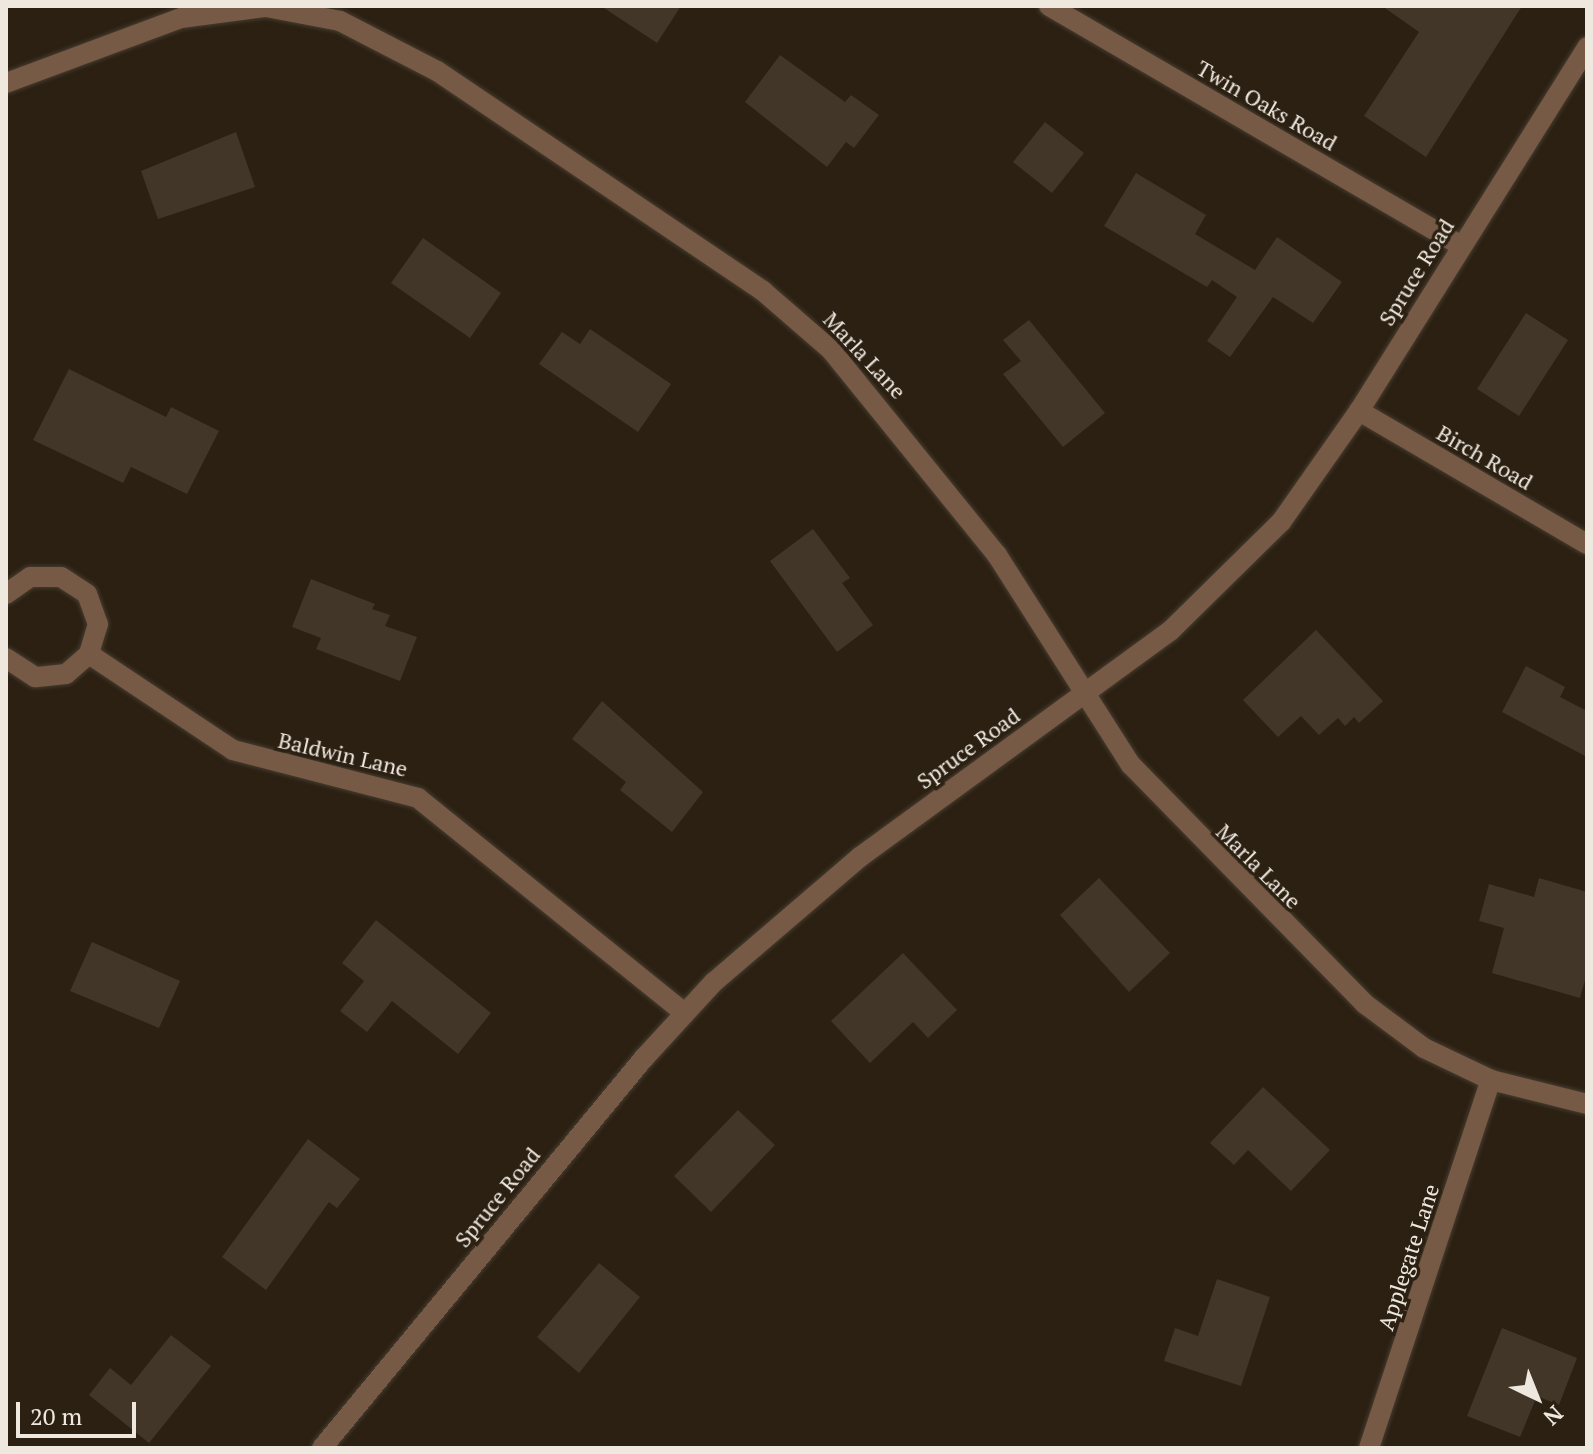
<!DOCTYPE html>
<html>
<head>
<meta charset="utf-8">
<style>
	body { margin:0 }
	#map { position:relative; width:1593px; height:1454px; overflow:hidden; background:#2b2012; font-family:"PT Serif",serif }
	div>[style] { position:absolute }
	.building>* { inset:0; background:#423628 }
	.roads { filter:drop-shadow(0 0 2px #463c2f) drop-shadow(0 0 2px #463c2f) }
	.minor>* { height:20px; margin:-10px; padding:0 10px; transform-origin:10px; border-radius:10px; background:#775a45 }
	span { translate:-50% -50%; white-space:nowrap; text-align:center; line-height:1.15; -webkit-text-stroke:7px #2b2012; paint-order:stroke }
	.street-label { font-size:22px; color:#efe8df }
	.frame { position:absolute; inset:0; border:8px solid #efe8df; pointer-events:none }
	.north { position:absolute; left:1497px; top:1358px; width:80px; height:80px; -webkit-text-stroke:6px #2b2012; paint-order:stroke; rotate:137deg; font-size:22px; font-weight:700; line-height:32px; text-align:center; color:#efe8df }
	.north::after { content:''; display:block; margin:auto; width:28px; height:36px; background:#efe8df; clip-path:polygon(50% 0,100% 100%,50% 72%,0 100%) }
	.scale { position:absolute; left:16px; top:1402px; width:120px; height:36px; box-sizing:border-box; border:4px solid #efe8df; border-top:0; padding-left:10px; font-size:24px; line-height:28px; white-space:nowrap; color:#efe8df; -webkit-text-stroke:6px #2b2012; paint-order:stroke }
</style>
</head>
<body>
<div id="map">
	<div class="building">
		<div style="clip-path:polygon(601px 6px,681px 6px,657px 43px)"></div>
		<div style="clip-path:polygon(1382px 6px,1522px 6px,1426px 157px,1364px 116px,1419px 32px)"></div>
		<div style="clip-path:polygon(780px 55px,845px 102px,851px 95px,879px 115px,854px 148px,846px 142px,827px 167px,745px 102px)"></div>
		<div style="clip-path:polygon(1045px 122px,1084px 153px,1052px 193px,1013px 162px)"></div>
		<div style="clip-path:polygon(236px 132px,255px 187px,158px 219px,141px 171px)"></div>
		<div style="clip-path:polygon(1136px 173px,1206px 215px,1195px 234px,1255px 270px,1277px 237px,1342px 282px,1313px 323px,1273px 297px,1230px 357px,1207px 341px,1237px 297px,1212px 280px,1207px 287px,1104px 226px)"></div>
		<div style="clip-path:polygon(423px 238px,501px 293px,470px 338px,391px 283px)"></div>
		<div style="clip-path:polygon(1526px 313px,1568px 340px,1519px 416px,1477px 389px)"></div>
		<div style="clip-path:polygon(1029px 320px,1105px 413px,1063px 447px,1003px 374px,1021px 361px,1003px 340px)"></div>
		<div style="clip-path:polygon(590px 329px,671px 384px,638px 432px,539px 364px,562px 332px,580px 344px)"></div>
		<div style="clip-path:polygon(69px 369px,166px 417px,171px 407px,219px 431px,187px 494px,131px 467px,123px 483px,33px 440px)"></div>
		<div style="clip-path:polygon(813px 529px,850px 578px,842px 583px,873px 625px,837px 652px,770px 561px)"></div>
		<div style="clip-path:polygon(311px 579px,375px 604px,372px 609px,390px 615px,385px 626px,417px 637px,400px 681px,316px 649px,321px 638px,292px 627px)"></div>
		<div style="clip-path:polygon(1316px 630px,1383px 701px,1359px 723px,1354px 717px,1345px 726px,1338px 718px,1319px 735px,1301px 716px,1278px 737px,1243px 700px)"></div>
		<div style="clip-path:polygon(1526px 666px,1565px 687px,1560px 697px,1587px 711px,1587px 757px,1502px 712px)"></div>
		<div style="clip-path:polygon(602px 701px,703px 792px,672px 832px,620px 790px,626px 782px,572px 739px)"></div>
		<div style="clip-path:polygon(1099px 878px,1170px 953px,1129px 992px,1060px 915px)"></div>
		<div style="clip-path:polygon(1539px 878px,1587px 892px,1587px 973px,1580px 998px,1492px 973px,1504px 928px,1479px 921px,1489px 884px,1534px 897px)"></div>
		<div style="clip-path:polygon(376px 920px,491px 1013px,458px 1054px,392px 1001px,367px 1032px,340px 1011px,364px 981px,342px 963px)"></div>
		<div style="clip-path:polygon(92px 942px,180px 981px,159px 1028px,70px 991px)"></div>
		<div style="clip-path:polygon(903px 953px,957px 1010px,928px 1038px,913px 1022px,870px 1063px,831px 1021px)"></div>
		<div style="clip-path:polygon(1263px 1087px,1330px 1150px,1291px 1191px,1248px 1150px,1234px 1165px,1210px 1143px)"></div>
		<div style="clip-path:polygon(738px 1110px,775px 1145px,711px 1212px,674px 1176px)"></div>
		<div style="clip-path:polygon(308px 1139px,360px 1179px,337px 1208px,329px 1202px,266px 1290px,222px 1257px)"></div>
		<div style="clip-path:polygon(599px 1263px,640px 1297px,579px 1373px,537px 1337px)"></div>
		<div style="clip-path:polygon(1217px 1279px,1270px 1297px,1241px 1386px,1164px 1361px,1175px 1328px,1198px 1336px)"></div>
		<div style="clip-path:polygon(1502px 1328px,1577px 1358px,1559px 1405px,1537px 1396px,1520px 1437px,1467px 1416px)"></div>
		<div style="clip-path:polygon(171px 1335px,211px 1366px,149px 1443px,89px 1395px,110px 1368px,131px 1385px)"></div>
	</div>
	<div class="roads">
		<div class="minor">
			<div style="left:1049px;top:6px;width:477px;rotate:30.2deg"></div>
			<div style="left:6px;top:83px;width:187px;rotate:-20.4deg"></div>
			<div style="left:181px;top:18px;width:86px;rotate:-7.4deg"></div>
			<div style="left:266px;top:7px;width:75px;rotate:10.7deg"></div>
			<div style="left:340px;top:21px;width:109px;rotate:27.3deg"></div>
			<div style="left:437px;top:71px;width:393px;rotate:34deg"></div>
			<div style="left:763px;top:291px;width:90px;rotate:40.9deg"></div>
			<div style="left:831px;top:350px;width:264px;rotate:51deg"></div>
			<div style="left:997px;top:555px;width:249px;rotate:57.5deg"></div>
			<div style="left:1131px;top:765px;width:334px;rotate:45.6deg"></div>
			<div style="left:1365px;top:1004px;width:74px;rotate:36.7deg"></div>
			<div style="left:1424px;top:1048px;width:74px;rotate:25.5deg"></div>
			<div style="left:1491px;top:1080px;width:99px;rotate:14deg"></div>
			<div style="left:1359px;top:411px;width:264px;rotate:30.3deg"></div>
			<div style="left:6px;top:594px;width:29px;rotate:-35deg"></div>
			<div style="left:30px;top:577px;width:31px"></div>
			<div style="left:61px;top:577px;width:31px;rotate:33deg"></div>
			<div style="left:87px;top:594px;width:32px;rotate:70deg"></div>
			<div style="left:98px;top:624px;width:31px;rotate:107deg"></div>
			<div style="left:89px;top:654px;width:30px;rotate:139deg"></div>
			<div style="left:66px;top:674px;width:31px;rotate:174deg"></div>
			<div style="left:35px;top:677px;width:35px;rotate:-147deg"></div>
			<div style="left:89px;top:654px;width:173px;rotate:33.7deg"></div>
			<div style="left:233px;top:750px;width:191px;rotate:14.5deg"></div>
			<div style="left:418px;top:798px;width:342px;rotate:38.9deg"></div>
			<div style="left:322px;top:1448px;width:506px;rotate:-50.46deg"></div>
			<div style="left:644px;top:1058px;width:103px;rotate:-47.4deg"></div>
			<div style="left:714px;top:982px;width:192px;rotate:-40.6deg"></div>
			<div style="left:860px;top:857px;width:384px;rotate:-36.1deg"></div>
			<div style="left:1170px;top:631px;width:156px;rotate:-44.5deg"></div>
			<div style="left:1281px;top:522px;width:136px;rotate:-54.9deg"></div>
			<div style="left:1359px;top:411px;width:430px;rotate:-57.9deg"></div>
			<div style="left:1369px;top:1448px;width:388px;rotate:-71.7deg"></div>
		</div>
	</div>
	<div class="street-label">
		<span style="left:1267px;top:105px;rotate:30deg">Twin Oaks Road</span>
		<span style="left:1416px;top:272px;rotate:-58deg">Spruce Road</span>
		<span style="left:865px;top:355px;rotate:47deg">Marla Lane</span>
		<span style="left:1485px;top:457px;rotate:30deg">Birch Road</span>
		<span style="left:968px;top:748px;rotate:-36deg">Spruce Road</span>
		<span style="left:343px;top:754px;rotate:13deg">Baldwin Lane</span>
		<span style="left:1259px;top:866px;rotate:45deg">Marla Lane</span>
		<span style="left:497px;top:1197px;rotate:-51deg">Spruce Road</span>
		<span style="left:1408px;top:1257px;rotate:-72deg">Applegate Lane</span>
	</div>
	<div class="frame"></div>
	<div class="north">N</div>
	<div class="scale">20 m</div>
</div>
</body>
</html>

---

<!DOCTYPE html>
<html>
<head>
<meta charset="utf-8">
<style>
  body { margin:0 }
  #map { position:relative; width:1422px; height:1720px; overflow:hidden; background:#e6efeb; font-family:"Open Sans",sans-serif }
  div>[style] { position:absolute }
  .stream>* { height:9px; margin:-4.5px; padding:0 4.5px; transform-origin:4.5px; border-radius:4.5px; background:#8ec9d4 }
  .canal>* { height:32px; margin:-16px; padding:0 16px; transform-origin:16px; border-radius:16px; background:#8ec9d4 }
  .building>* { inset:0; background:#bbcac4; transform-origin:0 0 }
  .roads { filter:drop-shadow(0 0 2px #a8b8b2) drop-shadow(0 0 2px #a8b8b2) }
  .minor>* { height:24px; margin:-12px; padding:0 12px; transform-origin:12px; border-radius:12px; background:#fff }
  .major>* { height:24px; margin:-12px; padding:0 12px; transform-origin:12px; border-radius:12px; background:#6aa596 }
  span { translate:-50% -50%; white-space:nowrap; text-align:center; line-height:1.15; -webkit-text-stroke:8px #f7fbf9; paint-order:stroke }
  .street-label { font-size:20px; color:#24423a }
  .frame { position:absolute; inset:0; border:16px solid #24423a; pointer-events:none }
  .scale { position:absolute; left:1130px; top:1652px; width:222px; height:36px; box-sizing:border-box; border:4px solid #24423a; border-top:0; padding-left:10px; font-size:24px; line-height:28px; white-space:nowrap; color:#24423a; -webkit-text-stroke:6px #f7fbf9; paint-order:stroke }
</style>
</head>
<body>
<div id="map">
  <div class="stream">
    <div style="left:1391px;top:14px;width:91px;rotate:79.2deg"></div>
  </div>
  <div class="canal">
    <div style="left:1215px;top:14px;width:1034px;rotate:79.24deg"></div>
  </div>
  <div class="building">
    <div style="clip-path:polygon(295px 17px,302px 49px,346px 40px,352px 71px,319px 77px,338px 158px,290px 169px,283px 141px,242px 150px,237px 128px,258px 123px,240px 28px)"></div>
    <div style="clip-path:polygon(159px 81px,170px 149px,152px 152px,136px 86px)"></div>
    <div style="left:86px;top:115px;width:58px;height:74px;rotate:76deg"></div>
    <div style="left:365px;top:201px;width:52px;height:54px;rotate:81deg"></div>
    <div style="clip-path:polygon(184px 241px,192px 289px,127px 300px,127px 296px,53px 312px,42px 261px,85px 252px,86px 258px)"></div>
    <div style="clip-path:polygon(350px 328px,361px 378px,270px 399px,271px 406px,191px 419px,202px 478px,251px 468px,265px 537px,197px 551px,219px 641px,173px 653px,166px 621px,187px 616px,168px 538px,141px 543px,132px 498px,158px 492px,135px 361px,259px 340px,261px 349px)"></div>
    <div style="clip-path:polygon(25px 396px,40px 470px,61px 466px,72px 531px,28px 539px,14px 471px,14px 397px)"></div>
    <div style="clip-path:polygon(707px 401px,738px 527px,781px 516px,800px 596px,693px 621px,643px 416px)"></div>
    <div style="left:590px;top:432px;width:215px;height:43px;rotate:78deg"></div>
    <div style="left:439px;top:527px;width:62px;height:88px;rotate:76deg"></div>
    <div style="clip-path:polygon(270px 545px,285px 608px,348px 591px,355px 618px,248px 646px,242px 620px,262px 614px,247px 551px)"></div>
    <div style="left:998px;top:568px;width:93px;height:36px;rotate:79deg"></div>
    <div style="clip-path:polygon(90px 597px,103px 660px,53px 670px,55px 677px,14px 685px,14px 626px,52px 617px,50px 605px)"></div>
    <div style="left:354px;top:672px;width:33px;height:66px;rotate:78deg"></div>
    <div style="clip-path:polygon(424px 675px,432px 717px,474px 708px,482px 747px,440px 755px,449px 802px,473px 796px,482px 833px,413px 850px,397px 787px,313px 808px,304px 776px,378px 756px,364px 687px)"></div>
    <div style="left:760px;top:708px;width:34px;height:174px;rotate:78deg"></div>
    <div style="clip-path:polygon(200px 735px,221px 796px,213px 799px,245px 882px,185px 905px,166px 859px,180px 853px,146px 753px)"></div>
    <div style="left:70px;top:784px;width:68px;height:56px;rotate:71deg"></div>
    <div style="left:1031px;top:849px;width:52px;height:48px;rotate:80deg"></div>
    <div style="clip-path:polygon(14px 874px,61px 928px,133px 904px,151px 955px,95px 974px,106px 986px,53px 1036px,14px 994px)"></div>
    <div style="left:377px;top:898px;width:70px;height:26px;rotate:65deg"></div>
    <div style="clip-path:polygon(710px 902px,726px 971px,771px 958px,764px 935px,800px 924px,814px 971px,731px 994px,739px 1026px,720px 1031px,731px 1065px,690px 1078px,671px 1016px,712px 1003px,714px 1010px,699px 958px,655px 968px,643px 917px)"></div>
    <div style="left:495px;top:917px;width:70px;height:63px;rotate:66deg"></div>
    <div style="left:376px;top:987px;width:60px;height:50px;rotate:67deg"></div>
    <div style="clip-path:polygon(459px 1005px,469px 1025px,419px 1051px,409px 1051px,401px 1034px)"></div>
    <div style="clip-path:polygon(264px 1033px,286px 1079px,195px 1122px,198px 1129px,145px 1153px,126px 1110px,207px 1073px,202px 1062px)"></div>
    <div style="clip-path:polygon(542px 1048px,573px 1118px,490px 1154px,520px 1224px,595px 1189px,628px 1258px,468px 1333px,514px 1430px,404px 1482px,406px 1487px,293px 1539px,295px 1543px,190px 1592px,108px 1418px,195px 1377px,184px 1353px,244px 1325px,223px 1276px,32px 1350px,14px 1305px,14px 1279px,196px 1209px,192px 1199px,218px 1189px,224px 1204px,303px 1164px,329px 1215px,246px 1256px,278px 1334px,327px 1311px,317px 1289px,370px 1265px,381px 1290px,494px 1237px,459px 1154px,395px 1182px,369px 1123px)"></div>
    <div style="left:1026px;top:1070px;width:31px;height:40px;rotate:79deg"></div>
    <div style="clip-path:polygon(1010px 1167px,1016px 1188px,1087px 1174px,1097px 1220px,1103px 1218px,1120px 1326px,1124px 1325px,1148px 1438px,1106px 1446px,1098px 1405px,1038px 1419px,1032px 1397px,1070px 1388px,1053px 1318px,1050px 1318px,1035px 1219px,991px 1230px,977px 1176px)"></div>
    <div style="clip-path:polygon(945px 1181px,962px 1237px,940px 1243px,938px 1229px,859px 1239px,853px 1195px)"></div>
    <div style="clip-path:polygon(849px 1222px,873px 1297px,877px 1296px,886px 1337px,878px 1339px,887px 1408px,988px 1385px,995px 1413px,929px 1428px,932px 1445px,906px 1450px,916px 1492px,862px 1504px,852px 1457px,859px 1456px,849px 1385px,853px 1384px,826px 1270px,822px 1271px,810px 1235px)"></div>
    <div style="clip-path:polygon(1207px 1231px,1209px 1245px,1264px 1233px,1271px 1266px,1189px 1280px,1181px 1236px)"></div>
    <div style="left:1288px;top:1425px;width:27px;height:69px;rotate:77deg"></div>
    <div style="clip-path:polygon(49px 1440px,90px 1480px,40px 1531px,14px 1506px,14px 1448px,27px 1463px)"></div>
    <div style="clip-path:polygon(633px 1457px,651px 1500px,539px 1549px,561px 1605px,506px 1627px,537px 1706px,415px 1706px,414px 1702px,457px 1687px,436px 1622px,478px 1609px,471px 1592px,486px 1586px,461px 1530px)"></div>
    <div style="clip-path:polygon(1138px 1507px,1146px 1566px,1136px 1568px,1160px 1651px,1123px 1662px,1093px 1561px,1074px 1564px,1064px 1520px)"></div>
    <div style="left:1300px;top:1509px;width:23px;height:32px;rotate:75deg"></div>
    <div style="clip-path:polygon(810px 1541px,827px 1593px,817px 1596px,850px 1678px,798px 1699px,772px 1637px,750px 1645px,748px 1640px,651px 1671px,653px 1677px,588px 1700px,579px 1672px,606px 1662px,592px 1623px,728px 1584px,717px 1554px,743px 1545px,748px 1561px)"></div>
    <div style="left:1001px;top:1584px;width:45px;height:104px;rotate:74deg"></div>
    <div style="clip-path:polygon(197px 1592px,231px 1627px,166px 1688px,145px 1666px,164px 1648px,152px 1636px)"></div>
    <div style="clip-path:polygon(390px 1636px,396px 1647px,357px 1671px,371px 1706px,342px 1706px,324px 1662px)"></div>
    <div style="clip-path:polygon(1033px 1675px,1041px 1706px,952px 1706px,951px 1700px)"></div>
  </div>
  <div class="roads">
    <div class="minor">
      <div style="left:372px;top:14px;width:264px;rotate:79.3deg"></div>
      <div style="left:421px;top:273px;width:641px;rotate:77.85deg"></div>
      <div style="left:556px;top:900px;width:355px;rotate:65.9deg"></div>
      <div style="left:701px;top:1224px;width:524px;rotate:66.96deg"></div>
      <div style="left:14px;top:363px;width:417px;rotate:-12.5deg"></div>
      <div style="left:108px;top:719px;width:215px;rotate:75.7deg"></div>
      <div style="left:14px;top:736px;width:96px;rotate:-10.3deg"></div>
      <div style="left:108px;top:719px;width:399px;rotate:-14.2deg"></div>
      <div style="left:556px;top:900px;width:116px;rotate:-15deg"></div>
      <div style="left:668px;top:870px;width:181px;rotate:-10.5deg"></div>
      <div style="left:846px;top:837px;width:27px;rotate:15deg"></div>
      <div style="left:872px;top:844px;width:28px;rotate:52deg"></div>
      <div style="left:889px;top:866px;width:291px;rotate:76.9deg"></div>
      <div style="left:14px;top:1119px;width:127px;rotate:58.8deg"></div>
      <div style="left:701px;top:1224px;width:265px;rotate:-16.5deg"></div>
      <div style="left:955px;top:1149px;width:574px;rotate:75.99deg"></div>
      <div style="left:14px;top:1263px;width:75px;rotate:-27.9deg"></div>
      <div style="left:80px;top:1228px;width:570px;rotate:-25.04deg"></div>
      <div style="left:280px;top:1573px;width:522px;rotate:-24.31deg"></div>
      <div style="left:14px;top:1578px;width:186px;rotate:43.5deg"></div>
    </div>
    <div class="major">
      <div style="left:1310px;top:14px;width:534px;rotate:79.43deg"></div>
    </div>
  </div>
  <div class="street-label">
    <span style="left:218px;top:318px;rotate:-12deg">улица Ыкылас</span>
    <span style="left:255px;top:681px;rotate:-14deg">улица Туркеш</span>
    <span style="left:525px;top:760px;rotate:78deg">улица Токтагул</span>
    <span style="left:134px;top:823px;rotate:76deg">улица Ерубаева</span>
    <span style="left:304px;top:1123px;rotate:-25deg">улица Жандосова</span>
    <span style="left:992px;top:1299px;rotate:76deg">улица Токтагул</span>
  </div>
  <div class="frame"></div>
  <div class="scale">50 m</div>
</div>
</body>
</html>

---

Work instructions
Return, from the entries, each line that holds "family".

Answer to this problem
	#map { position:relative; width:1593px; height:1454px; overflow:hidden; background:#2b2012; font-family:"PT Serif",serif }
  #map { position:relative; width:1422px; height:1720px; overflow:hidden; background:#e6efeb; font-family:"Open Sans",sans-serif }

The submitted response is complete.